• The US holiday shopping season got off to a strong start…
  • ...as October sales posted a rapid gain…
  • ...with high breadth…
  • ...that bakes in strong Q4 growth
  • Caveats include price effects and rotation from high contact spending
  • US industrial output also beat expectations

US retail sales m/m % change, headline / ex-autos, October, SA:
Actual: 1.7 / 1.7
Scotia: 1.7 / 0.9
Consensus: 1.4 / 1.0
Prior: 0.8 / 0.7 (revised from 0.7 / 0.8)

The US holiday shopping season got off to a roaring start. Strong growth in retail sales is baked into the fourth quarter ahead of the start of the holiday shopping season including next week’s US Thanksgiving followed by Black Friday and Cyber Monday sales. There are nevertheless two important caveats.

Sales were up 1.7% m/m last month, matching Scotia’s estimate. Sales ex-autos were up by an identical 1.7% m/m despite the fact that a 1.8% m/m rise in autos and parts should have led to a stronger headline gain than in ex-autos. The reason that didn’t happen was probably because the prior month’s minor revisions added a tick to headline sales but subtracted a tick from sales ex-autos.

The retail sales control group is how this report gets factored into broader consumption within GDP accounts and it was also strong at +1.6% m/m.

Q4 sales are tracking a gain of 11% q/q in seasonally adjusted terms at an annualized rate for Q4 over Q3 (chart 1). That’s a very strong start to the holiday shopping season based on the Q3 average and October’s results while assuming flat readings for November and December only in order to focus upon the effects of what we know so far without adding arbitrary forecast bias.

There was high breadth to the gain. Chart 2 shows the changes in the value of sales by category and chart 3 does the same thing in terms of weighted contributions to the overall change in sales by category. The only soft areas were clothing (-0.7% after strong prior) and health/personal care products that were down for a second month.

US retail sales are now 21% higher than just before the pandemic. Ditto for sales ex-autos and ex-gas. The retail control group is 23% higher. Chart 4 shows the change in sales by category relative to just before the pandemic.

Now for two caveats. The smaller of the caveats is that this report measures the change in the value of sales, not volumes unlike the convention in other markets like the UK and Germany, or Canada where both nominal and real figures are provided in the same report. Based upon last week’s CPI figures, the retail sales volume gain was likely under 1% m/m which was still solid.

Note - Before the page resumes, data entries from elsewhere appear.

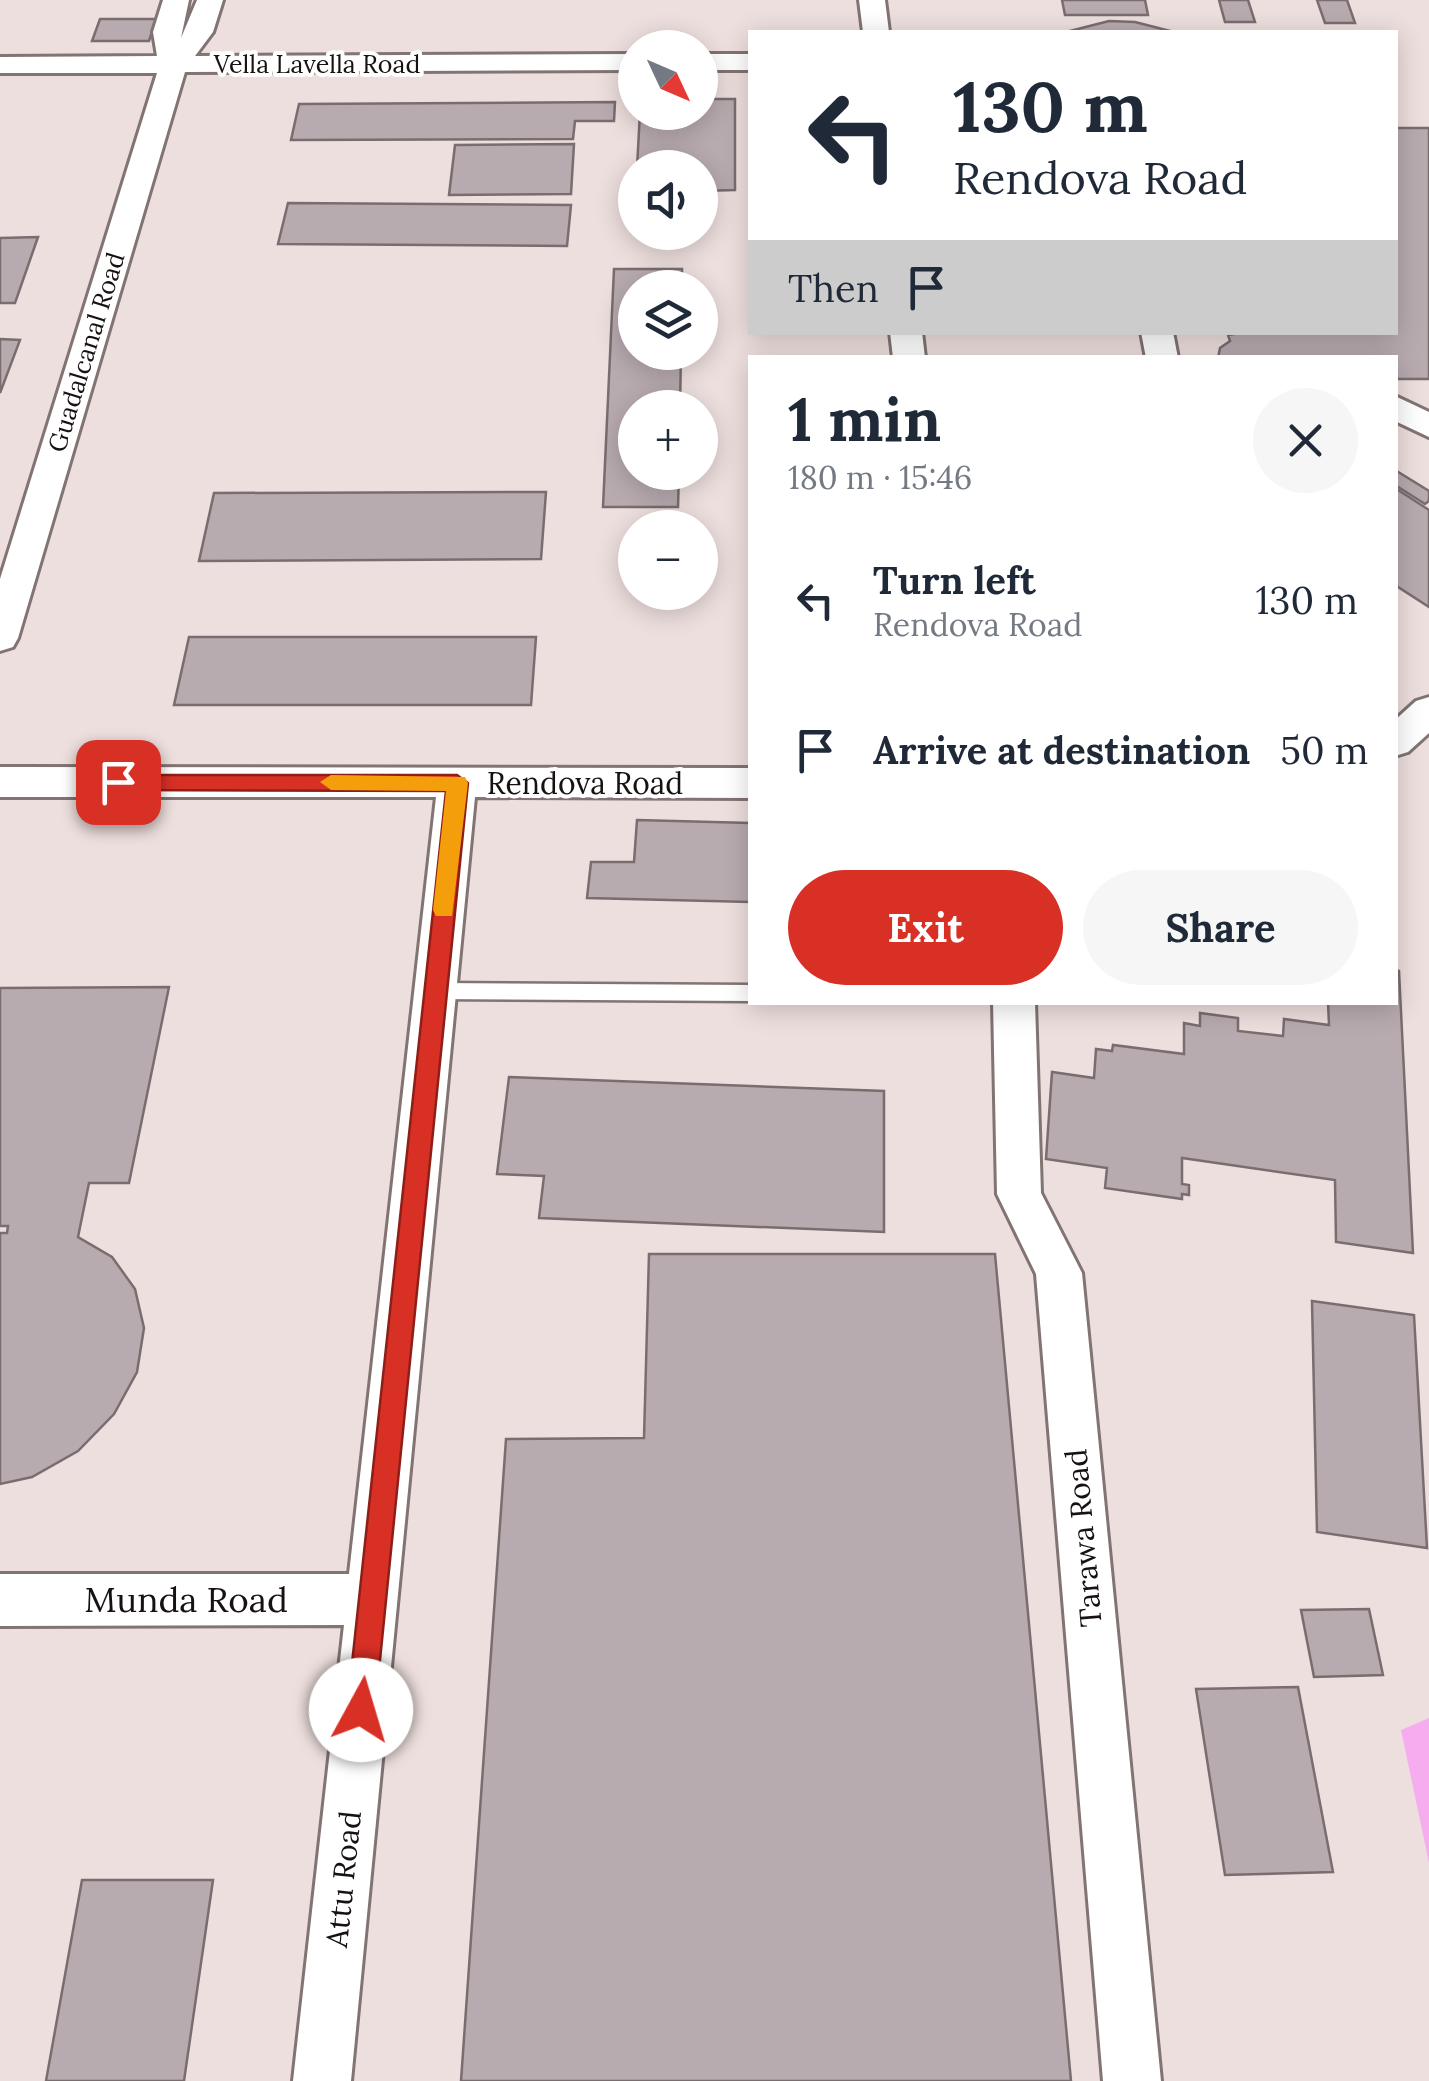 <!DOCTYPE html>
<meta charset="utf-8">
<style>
body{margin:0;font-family:Lora,serif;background:#f6f6f7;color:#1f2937;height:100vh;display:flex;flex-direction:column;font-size:38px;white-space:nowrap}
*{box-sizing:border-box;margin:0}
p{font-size:32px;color:#747a83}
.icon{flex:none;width:55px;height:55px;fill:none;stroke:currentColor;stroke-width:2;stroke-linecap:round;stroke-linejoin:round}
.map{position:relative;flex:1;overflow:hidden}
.sheet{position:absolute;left:748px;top:355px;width:650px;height:650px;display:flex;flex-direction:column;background:#fff;border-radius:0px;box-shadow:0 5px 25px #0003}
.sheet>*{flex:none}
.banner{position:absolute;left:748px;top:30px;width:650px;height:305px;border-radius:0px;box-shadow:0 5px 25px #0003;background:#fff;color:#1f2937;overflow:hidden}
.needle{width:65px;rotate:134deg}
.controls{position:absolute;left:618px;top:30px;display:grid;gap:20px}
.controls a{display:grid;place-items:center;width:100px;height:100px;border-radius:50%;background:#fff;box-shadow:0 5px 25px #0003;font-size:50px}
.pin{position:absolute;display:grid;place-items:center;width:85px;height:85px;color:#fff;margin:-42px;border-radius:20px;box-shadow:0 5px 15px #0006}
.me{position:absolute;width:110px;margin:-55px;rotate:6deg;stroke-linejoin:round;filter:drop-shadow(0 0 8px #0008)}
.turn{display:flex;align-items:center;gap:35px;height:210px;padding:0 40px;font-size:45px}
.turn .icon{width:130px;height:130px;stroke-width:2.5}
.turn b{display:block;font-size:70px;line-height:85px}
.then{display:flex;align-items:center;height:95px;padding:0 40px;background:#0003;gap:20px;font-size:38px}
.round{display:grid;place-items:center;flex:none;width:105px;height:105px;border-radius:52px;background:#f6f6f7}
.overview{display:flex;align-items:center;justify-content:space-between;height:170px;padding:0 40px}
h1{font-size:60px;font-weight:700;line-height:75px}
.primary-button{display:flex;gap:20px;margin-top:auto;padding:20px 40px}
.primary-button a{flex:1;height:115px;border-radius:60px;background:#d93025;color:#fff;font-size:40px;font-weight:700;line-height:115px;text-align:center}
.primary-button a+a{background:#f6f6f7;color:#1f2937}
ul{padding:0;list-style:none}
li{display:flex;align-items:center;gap:30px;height:150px;padding:0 40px}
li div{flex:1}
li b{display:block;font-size:38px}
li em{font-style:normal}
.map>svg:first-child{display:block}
.water{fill:#f6adf0}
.building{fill:#b8abaf;stroke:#796d70;stroke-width:2.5}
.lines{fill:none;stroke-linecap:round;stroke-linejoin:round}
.service-casing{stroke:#817473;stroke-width:5}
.minor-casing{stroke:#817473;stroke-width:6}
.service{fill:#fff;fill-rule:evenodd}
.minor{fill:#fff;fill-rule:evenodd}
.route{fill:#d93025;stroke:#8d1f18;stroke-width:2.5}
.slow{fill:#f59e0b}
.labels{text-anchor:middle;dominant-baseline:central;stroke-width:8;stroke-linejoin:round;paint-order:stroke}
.far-street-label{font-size:25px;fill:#171211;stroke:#fff}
.street-label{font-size:30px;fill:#171211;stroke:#fff}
.near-street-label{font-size:35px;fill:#171211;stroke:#fff}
</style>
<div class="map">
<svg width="1429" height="2081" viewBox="0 0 1429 2081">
<rect width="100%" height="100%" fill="#eddfdd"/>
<!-- water -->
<path class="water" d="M1429,1718V1863L1401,1730Z"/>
<!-- building -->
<g class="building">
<path d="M1062,0H1145L1148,15H1065Z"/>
<path d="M1219,0H1248L1255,22H1225Z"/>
<path d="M1317,0H1347L1355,23H1325Z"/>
<path d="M100,19H156L149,41H92Z"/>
<path d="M1109,21L1135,22L1174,32H1066Z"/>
<path d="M700,99H735V190L700,191V168H637L640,112H700Z"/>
<path d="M615,102L614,121H575L573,139L291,140L299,104Z"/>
<path d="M1395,128H1429V379H1395V358H1218L1220,348L1230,341L1228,335L1247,332H1395Z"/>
<path d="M574,144L571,194L449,195L455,145Z"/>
<path d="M288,203L571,205L567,246L278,244Z"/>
<path d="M38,237L15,303H0V238Z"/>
<path d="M614,269H682V288H635V352H681L680,408H635V472H679L678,507H603Z"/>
<path d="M0,339L20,340L0,393Z"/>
<path d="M1395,470L1429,491V501L1425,504L1395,485Z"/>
<path d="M1395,488L1429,510V607L1395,585Z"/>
<path d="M546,492L541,559L199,561L214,493Z"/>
<path d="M189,637H536L531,705H174Z"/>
<path d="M637,820L750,823V902L587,898L591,862H634Z"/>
<path d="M1395,970L1399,971L1413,1253L1336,1242L1335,1180L1182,1158V1184L1189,1185V1195L1182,1194V1199L1105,1188L1107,1168L1046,1159L1052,1072L1094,1078L1096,1049L1112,1051L1113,1045L1184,1054V1023L1200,1026V1013L1238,1018V1031L1283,1036L1284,1019L1329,1025L1328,1002H1395Z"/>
<path d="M169,987L129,1183H89L78,1237L112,1257L135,1289L144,1328L137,1372L114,1414L78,1451L32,1477L0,1484V1233H7L8,1226H0V988Z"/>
<path d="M509,1077L884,1091V1232L539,1218L544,1176L497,1174Z"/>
<path d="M649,1254H995L1071,2081H461L506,1439L644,1438Z"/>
<path d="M1312,1301L1414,1315L1427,1548L1317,1532Z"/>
<path d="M1369,1609L1383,1675L1314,1677L1301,1610Z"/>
<path d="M1298,1687L1333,1872L1225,1875L1196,1689Z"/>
<path d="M82,1880H213L184,2081H46Z"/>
</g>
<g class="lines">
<defs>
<path id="service" d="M436,983L750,985V1001L436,999L429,997L426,991L429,985Z"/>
<g id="minor">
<path d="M163,0H189L181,38L197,0H223L213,32L195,56L635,54V70L185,72L18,638L13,647L0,651V579L157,73H0V57L157,56L153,32Z"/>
<path d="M859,0H885L889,32H863Z"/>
<rect x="700" y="54" width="50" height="16"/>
<path d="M890,332H922L925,358H893Z"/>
<path d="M1141,332H1173L1178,358H1146Z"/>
<path d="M1395,396L1429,412V437L1395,421Z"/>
<path d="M1429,697V733L1408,752L1395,756V720L1416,701Z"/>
<path d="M0,767L750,768V798L475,797L351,2081H293L344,1625L0,1626V1574H349L436,797H0Z"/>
<path d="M993,1002H1035L1041,1193L1082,1273L1161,2081H1103L1036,1274L997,1194Z"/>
</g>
</defs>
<!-- service casing -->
<use href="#service" class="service-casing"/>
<!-- minor casing -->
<use href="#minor" class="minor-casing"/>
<!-- service -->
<use href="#service" class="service"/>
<!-- minor -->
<use href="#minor" class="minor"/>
</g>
<!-- route -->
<path class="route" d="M118,775H457L468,783L375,1710L371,1720L361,1724L351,1720L347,1710L446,791L118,790L107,782Z"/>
<!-- slow -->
<path class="slow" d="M331,775L465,777L468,783L452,916H436L433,910L446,791L331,790L320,782Z"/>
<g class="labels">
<!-- far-street labels -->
<g class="far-street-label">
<text x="317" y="64">Vella Lavella Road</text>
<text transform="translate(86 352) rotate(-73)">Guadalcanal Road</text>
</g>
<!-- street labels -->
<g class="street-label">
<text x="585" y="783">Rendova Road</text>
<text transform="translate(1083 1538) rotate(-95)">Tarawa Road</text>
<text transform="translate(343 1879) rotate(-84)">Attu Road</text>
</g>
<!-- near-street labels -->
<g class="near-street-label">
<text x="186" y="1599">Munda Road</text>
</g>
</g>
</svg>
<div class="controls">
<a><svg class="needle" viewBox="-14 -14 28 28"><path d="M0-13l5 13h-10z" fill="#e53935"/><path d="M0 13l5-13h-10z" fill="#747a83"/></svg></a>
<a><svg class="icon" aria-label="sound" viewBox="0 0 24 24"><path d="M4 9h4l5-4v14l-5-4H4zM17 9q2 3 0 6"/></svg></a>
<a><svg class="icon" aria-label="layers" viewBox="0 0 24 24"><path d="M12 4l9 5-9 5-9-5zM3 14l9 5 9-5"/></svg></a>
<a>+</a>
<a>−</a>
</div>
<div class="pin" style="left:118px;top:782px;background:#d93025"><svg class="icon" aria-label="arrive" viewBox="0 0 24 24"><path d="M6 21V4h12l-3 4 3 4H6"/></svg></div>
<svg class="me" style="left:361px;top:1710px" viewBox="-20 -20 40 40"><circle r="19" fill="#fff"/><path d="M0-13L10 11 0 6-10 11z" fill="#d93025"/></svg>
<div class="banner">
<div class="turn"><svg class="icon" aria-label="left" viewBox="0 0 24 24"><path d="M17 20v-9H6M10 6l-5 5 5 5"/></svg><div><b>130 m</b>Rendova Road</div></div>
<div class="then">Then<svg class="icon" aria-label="arrive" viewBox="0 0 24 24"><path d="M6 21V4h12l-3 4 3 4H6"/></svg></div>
</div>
<section class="sheet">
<div class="overview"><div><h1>1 min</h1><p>180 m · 15:46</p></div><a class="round"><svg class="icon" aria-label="close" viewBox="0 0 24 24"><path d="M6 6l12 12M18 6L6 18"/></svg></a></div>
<ul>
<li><svg class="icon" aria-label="left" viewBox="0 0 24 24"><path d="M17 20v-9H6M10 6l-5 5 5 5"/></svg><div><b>Turn left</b><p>Rendova Road</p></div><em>130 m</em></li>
<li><svg class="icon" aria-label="arrive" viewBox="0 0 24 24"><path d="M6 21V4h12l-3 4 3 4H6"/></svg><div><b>Arrive at destination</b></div><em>50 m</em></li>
</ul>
<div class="primary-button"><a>Exit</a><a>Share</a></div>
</section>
</div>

The bigger caution is that we can't tell to what extent spending at retailers rotated away from higher contact services back toward retail. We can see restaurant sales were flat last month (eating/drinking 0% m/m), but most other services are not captured in this report.

US industrial output also beat expectations with a gain of 1.6% m/m (consensus 0.9%). There was a big jump in capacity use at 76.4% (75.2% prior) which puts capacity utilization back above pre-pandemic levels and at the highest since December 2019 but still below earlier peaks (chart 5). Details were ok, but not as good as the headline. Mining output was up 4.1% m/m which was likely significantly due to prices. Utilities were up 1.2%. Manufacturing was up 1.2% m/m and there were solid gains in consumer goods, while business equipment was little changed.